When attempting to extract data from a BigQuery table requiring a partition filter, the extract job fails.
Here is a simple example creating a table and running an extract job.
package com.example;
import com.google.cloud.bigquery.*;
public class BigQueryExtractTest {
private static final String PROJECT_ID = "my-project-id";
private static final String DATASET_ID = "test_dataset";
private static final String GCS_LOCATION = "gs://my-bucket/path/to/files/part-*";
public static void main(String[] args) throws Exception {
// create BigQuery client
BigQuery bigQuery = BigQueryOptions.newBuilder().setProjectId(PROJECT_ID).build().getService();
// create dataset and table that requires partition filter
bigQuery.create(DatasetInfo.of(DATASET_ID));
bigQuery.query(QueryJobConfiguration.of(
String.format("CREATE TABLE %s.table1 (\n", DATASET_ID) +
"stringColumn STRING,\n" +
"timeColumn TIMESTAMP\n" +
") PARTITION BY DATE(timeColumn)\n" +
"OPTIONS(\n" +
"require_partition_filter=true\n" +
")"));
// extract table
Job job = bigQuery.getTable(TableId.of(DATASET_ID, "table1"))

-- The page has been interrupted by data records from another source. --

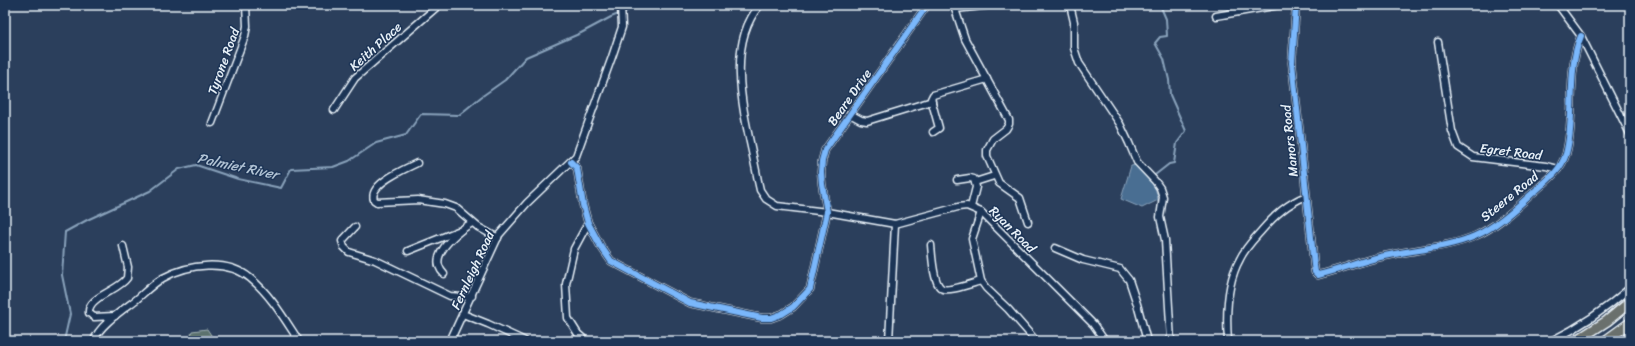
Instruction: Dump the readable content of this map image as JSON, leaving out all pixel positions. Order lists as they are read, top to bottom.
{
  "streets": {
    "street": [
      "Keith Place",
      "Tyrone Road",
      "Beare Drive",
      "Manors Road",
      "Egret Road",
      "Steere Road",
      "Ryan Road",
      "Fernleigh Road"
    ]
  },
  "crossings": [
    ["Beare Drive", "Ryan Road"],
    ["Manors Road", "Steere Road"],
    ["Egret Road", "Steere Road"]
  ],
  "water": ["Palmiet River"]
}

.extract("NEWLINE_DELIMITED_JSON", GCS_LOCATION)
.waitFor();
// throw exception on error
if (job != null && job.getStatus().getError() != null) {
throw new Exception(job.getStatus().getError().toString());
}
}
}
The code snippet above produces the following error
Exception in thread "main" java.lang.Exception: BigQueryError{reason=invalidQuery, location=query, message=Cannot query over table 'my-project-id.test_dataset.table1' without a filter that can be used for partition elimination}
at com.example.BigQueryExtractTest.main(BigQueryExtractTest.java:34)
The google-cloud-bigquery maven dependency used for this example is shown below.
<dependency>
<groupId>com.google.cloud</groupId>
<artifactId>google-cloud-bigquery</artifactId>
<version>1.23.0</version>
</dependency>
The example also threw the exception using the dependency version 0.34.0-beta
How can a partition filter be specified when running an extract job?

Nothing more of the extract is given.